> [Problem description]:
Go line by line through the entries below and copy those containing the string "down".

Dataset entries:
▶
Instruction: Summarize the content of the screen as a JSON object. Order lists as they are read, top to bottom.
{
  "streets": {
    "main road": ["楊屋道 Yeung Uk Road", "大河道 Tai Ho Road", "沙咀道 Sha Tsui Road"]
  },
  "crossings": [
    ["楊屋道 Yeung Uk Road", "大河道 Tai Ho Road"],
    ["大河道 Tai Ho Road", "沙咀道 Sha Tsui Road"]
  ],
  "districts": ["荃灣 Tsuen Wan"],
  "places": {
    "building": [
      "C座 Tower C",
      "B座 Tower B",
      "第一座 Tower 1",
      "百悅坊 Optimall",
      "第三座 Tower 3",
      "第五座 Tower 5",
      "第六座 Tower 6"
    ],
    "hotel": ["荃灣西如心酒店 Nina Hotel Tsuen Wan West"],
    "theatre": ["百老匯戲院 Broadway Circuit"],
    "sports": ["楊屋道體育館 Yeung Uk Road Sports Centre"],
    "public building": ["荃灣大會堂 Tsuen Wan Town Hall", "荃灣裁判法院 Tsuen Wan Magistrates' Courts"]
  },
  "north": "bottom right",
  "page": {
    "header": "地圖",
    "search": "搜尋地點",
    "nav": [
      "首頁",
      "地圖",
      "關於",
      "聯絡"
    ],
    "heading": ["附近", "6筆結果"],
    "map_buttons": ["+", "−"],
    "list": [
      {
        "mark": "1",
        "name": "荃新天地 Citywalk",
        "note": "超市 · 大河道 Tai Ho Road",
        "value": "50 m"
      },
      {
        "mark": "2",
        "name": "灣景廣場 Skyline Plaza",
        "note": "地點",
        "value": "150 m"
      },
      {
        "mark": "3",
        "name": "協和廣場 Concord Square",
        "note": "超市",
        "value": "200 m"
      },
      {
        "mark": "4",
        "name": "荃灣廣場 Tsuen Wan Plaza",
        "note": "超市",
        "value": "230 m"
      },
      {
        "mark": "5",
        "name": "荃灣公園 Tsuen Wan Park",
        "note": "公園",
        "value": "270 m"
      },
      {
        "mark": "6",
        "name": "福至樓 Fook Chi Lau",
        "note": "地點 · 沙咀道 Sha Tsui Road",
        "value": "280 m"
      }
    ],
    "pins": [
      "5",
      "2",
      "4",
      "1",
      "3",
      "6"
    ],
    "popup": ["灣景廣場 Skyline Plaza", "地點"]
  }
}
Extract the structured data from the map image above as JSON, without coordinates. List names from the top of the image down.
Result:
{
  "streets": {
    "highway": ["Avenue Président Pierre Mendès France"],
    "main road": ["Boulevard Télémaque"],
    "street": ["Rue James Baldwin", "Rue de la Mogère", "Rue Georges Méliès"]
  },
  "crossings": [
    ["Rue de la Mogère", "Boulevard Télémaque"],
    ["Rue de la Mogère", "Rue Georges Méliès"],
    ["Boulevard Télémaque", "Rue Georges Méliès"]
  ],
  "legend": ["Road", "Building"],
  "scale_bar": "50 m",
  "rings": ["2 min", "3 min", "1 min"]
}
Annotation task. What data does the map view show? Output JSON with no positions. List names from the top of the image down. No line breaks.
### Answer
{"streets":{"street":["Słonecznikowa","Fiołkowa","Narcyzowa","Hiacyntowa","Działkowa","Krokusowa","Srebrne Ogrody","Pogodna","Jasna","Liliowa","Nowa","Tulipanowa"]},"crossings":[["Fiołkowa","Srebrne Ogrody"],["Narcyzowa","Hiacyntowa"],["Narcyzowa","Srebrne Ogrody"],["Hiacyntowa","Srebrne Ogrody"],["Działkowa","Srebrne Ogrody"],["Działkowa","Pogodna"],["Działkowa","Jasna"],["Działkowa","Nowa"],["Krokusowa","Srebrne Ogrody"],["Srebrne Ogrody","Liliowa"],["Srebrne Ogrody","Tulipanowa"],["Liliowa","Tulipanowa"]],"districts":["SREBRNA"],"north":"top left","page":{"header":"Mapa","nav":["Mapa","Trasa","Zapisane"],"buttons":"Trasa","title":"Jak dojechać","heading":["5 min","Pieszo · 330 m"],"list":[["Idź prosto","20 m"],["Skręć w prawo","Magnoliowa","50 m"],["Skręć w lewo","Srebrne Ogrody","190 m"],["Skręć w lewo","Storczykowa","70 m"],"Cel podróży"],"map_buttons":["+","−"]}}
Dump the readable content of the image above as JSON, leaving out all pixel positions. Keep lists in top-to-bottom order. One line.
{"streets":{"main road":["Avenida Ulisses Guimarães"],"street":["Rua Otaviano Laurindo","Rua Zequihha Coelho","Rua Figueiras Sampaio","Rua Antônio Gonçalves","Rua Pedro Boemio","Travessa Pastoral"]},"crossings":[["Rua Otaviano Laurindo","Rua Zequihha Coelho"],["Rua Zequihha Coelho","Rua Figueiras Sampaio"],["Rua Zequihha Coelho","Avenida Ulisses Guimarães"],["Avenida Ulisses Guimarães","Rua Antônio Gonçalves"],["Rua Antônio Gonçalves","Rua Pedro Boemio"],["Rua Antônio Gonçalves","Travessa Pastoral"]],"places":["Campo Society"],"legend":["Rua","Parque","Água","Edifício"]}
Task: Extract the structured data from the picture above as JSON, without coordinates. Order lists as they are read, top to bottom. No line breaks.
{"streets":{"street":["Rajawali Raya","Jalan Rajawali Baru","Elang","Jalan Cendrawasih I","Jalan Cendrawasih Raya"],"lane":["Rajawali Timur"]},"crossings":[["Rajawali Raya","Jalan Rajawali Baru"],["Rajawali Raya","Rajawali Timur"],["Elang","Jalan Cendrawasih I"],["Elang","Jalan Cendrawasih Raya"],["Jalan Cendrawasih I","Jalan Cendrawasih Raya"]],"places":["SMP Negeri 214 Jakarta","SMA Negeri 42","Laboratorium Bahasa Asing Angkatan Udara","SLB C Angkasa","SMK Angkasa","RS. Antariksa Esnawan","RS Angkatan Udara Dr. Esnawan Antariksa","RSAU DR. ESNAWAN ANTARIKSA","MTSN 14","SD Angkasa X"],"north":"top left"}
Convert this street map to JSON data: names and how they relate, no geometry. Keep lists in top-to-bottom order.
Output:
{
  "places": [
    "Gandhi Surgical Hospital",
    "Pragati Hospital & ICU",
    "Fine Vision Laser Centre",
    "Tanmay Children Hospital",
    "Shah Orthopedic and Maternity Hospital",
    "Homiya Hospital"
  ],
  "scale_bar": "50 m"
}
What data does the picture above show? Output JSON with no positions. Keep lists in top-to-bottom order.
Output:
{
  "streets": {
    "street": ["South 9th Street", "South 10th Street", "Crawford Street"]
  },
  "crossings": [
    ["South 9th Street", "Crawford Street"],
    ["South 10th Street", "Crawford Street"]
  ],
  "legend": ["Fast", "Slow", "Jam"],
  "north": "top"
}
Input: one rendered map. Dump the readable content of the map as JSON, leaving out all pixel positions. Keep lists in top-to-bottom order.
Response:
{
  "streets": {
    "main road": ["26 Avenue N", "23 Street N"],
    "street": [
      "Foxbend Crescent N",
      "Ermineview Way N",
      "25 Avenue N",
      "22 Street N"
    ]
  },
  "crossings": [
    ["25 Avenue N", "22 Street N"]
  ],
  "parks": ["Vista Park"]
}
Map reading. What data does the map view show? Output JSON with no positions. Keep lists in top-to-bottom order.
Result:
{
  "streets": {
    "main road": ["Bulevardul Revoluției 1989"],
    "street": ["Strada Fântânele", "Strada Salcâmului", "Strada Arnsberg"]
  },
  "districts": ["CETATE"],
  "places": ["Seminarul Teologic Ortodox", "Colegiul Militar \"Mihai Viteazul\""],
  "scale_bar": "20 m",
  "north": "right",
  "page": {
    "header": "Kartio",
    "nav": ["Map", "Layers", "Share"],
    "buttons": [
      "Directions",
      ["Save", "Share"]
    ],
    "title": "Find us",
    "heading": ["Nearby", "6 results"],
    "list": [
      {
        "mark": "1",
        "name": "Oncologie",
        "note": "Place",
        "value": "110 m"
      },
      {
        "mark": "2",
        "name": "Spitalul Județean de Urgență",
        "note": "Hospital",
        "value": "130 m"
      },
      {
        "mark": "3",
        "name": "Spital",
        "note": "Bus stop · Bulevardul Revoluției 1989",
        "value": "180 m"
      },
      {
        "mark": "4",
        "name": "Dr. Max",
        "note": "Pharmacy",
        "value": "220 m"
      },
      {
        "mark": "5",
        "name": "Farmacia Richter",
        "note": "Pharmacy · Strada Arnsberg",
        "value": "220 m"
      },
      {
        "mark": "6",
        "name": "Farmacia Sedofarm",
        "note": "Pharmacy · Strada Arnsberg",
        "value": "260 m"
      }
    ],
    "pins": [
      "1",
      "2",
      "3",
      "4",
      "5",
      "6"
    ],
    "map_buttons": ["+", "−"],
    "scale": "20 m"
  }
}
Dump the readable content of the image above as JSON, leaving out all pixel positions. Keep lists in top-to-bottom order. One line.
◀
> [Answer box]:
Extract the structured data from the map image above as JSON, without coordinates. List names from the top of the image down.
Annotation task. What data does the map view show? Output JSON with no positions. List names from the top of the image down. No line breaks.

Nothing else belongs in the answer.